Friday, February 2, 2024

Fitting In: Movie Review




Funny, heartbreaking, uplifting exploration of being different.
Fitting In is one of the best teen sex comedies ever. Mostly because it’s so different it seems as though it hardly fits in that genre at all. Other than being more heartbreaking than it is funny, it is a coming of age comedy about a girl in high school struggling with being different, how to fit in, and accepting how not to fit in. The title is perfect on multiple levels.   2023

Directed by: Molly McGlynn

Screenplay by: Molly McGlynn

Starring: Maddie Ziegler, Emily Hampshire

Maddie Ziegler stars as Lindy. On the surface, Lindy looks like your average high school girl – she’s a star athlete on the track team, she’s pretty, she has friends and she would be popular if she didn’t move around so much. She has an over-bearing single mother Rita (Emily Hampshire, Schitt’s Creek’s Stevie) who recently recovered from breast cancer and they have now moved into her deceased grandmother’s house. Rita will pry into Lindy’s personal life and she’ll give the usual teenage sarcastic responses.
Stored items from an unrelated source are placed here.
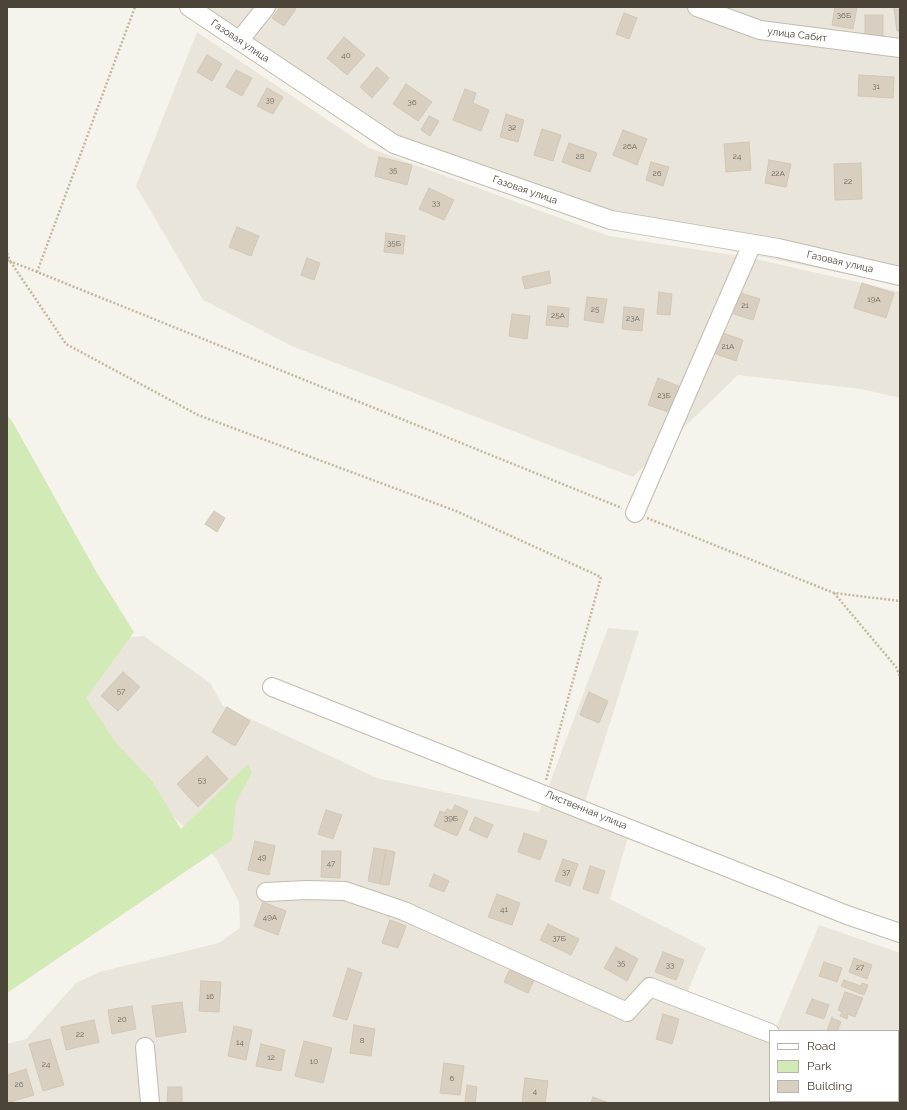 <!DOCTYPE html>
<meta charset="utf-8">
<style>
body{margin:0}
#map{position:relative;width:907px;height:1110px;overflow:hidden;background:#f6f3ec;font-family:Raleway,sans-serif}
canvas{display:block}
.frame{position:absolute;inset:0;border:8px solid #4b4439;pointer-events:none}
.legend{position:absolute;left:769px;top:1030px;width:130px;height:72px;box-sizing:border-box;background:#fff;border:1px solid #b7b4b0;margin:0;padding:5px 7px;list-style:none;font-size:12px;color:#4b4439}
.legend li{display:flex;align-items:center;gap:8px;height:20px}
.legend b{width:20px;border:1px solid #b7b4b0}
</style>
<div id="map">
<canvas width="907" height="1110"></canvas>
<div class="frame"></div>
<ul class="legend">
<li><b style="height:5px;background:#fff"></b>Road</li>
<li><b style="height:11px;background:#d2eab5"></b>Park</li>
<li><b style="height:11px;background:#d8cfc1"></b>Building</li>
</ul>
</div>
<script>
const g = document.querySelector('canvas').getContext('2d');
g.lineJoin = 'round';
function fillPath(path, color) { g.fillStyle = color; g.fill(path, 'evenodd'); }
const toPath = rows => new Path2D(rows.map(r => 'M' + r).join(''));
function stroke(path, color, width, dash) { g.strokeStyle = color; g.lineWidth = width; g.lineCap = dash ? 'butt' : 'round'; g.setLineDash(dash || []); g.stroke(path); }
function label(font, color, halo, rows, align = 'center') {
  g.font = font + ' Raleway,sans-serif'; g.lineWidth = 3.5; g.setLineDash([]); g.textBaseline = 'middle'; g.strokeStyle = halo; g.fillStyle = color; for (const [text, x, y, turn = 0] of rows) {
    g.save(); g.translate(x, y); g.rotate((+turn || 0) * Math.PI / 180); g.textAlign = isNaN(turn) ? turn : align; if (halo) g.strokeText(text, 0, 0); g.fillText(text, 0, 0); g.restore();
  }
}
fillPath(toPath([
 [177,7,900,7,900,285,626,229,384,150],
 [197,32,369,148,609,236,752,258,900,292,900,398,862,389,738,375,633,477,294,347,203,300,136,186],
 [608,628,639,631,583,808,631,827,610,899,706,948,684,1000,770,1043,770,1101,860,1101,860,1103,7,1103,7,1044,26,1039,76,983,99,972,219,943,240,928,239,902,216,858,90,736,76,687,94,640,144,636,210,683,223,706,377,778,539,812],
 [819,925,900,953,900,1070,898,1069,898,1031,786,1031,776,1028]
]), '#eae5da');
fillPath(toPath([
 [7,415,12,421,97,573,134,632,86,698,116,743,152,781,181,829,248,764,252,773,236,802,232,840,7,993]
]), '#d2eab5');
const building = toPath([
 [280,7,293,7,296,9,284,26,272,18,280,7],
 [835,7,857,7,853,29,832,25,835,7],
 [894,9,900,9,900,31,897,31,894,9],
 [624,13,637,18,629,39,616,34,624,13],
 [865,15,883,15,883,37,865,37,865,15],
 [344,37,365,55,347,75,327,58,344,37],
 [207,55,222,64,212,81,197,72,207,55],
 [377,67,389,78,372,98,360,87,377,67],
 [236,70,252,78,242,96,226,87,236,70],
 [859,75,894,77,893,98,858,96,859,75],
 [406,84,432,102,418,121,393,104,406,84],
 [267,88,283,97,273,114,257,106,267,88],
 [465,89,476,93,473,103,489,110,481,131,453,120,465,89],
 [506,114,524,120,518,142,500,137,506,114],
 [429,116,439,121,430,136,421,130,429,116],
 [542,129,561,135,553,161,534,155,542,129],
 [623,130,647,139,637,165,613,155,623,130],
 [749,142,751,170,726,172,724,144,749,142],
 [569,143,597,153,590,172,562,162,569,143],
 [379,157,412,165,407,185,375,176,379,157],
 [769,160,791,164,786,187,765,183,769,160],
 [651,162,669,167,663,186,646,180,651,162],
 [861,163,862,199,835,200,834,164,861,163],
 [429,188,454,200,444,220,419,209,429,188],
 [237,227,259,236,251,256,229,247,237,227],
 [386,233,405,236,403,254,384,252,386,233],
 [307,258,320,263,314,280,301,275,307,258],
 [549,271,551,283,525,289,522,277,549,271],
 [862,283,894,293,886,318,854,308,862,283],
 [659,292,672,294,670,315,657,314,659,292],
 [737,292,760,299,753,320,731,313,737,292],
 [587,297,607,299,603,323,584,320,587,297],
 [548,306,569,308,568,327,546,325,548,306],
 [624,307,644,309,642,331,622,329,624,307],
 [512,314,530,316,527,339,509,336,512,314],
 [720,332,743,340,736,361,713,353,720,332],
 [658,378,681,387,671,413,648,405,658,378],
 [214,511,225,518,217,532,205,524,214,511],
 [123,672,140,687,118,711,101,696,123,672],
 [589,692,608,701,599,723,580,715,589,692],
 [227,707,250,721,235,746,212,732,227,707],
 [207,756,228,779,198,807,177,784,207,756],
 [455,805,468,811,457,836,434,826,440,811,445,813,447,809,452,811,455,805],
 [326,810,342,815,333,839,318,834,326,810],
 [475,817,493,825,487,838,469,830,475,817],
 [524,833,547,841,540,860,518,852,524,833],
 [255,841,275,846,269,875,248,870,255,841],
 [374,848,386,850,380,884,368,881,374,848],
 [386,850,395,852,389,885,380,884,386,850],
 [322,851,341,851,340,878,321,877,322,851],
 [563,859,578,864,570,886,555,881,563,859],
 [590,866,605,871,598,894,583,889,590,866],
 [434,874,449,881,444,892,429,886,434,874],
 [497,894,520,903,512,925,488,917,497,894],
 [263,902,286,911,278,935,254,926,263,902],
 [390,920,406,926,398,948,382,943,390,920],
 [548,924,579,939,571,955,540,940,548,924],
 [616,947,638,959,627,981,604,968,616,947],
 [663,952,684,960,676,980,655,972,663,952],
 [854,958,872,965,867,979,849,972,854,958],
 [824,962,842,968,837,982,819,976,824,962],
 [511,967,535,978,528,993,504,982,511,967],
 [348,968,362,973,347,1020,333,1016,348,968],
 [844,980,861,986,862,983,868,985,864,995,841,986,844,980],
 [201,981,221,982,219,1012,199,1011,201,981],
 [845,992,863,998,855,1017,848,1014,847,1019,840,1016,842,1012,838,1010,845,992],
 [812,999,829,1005,824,1019,806,1013,812,999],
 [182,1002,186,1032,156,1037,152,1006,182,1002],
 [132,1006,136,1029,112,1034,108,1010,132,1006],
 [663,1014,679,1019,672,1044,656,1039,663,1014],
 [832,1017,832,1018,841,1022,837,1031,827,1031,832,1017],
 [94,1020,99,1042,66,1050,61,1027,94,1020],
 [354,1025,375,1029,371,1056,350,1053,354,1025],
 [234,1026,252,1030,246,1060,228,1056,234,1026],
 [50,1039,64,1085,43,1091,29,1044,50,1039],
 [304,1041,332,1048,323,1083,295,1076,304,1041],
 [261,1044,285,1050,281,1071,256,1066,261,1044],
 [444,1063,464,1066,460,1095,440,1093,444,1063],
 [26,1069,34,1095,7,1103,7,1075,26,1069],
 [525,1078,548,1081,545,1103,522,1103,525,1078],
 [467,1085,477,1087,475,1103,465,1103,467,1085],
 [168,1087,182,1087,182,1103,167,1103,168,1087],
 [593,1097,609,1103,591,1103,593,1097]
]);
fillPath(building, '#d8cfc1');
stroke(building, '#d3c7b4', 1);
const minor = toPath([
 [189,7,394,144,611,220,778,248,900,276],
 [697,7,760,30,900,48],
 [239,41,266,7],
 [635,513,752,244],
 [272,687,847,915,900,933],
 [266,892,307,890,345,891,404,911,627,1012,650,987,770,1033],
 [145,1047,150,1103],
 [898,1076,900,1077]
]);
stroke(minor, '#c2bbae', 20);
stroke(toPath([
 [7,253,10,261,622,508],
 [7,260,10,261,66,344,198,415,456,511,601,577,546,780],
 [37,272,135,7],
 [647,518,834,593,900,601],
 [834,593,896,667,900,676]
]), '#c4b79f', 2.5, [2, 2]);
stroke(minor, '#fff', 18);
label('8px', '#6e675b', null, [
 ["36Б",844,16],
 ["40",346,56],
 ["31",876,87],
 ["39",270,101],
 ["36",412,103],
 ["32",512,128],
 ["26А",630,147],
 ["28",580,157],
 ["24",737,157],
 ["35",393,171],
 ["26",657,174],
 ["22А",778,174],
 ["22",848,182],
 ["33",436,204],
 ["35Б",394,244],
 ["19А",874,300],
 ["21",745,306],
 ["25",595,310],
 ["25А",558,316],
 ["23А",633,319],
 ["21А",728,347],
 ["23Б",664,396],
 ["57",121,692],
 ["53",202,781],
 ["39Б",451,819],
 ["49",262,858],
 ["47",331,864],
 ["37",566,873],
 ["41",504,910],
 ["49А",270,918],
 ["37Б",559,939],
 ["35",621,964],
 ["33",670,966],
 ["27",860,968],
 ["16",210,997],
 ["20",122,1020],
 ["22",80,1035],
 ["8",362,1041],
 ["14",240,1043],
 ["12",271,1058],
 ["10",314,1062],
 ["24",46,1065],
 ["6",452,1079],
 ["26",19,1085],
 ["4",535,1092]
]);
label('10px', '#4b4439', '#fff', [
 ["улица Сабит",797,35,7],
 ["Газовая улица",240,41,34],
 ["Газовая улица",525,190,19],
 ["Газовая улица",840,262,13],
 ["Лиственная улица",586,810,22]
]);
</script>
Her mother is worried that Lindy hasn’t gotten her period yet, Lindy doesn’t want to talk about it and she doesn’t want to worry. But off to the doctor they go.

Early on Lindy is diagnosed with MRKH a female reproductive disorder, which in short means she can’t have kids and is mostly unable to have sex. That’s about where Lindy stopped listening as well. There’s a few scenes filmed out of the ordinary, one of which is the first scene with the doctor giving her and her mother the news. Lindy zones out, courtesy of unfocused glances around the office and muffled discussions between her mother and the doctor. First, that representation of a teenager receiving life-changing news is completely accurate; second, the few sentences we and Lindy do hear perfectly play into Lindy’s frustrations. Her mother asks, “is this my fault?” and “how do we fix this?” managing to make it about her and then the assumption that something is wrong with Lindy and it needs to be fixed. Lindy on her own needs to figure out that it’s actually about accepting that she’s not the same as everyone else and adjusting her view of what is normal. She can be her own normal, its just going to take the rest of the movie to get there.

Lead actress Maddie Ziegler is fantastic. Every emotion Lindy goes through is exactly how I would expect a teenager to represent it, or more accurately, mask it. Most of the time, Lindy doesn’t want to tell anyone, not helped by her mother also advising not to tell anyone, that she should hide who she really is. Unsurprisingly, that doesn’t go well either.

This is based on writer and director Molly McGlynn’s personal journey, so the emotional authenticity rings loudly throughout the entire movie. It is funny at times, but it is strongly emotionally resonant and is easy to spend more time crying than laughing. There is an enjoyable humorous beat throughout the entire movie which keeps it from getting too heavy.

As Lindy struggles with her new normal, she really struggles with her relationships and what she wants to say to who. She has a boyfriend, Adam (D’Pharaoh Woon-A-Tai) who’s close to perfect but she’s too far from ready for this next stage; she has a brand new friend Jax (Ki Griffin) who openly discusses their own reproductive disorder but again Lindy’s not ready for that. My favourite is when Lindy goes outside her friend group and finds Chad (Dale Whibley) whom she forces a sexual relationship onto but then he realizes that she’s just using him.

There are a lot of relationships destroyed and once again Lindy has to figure out how to deal with her new normal to figure out how to mend them.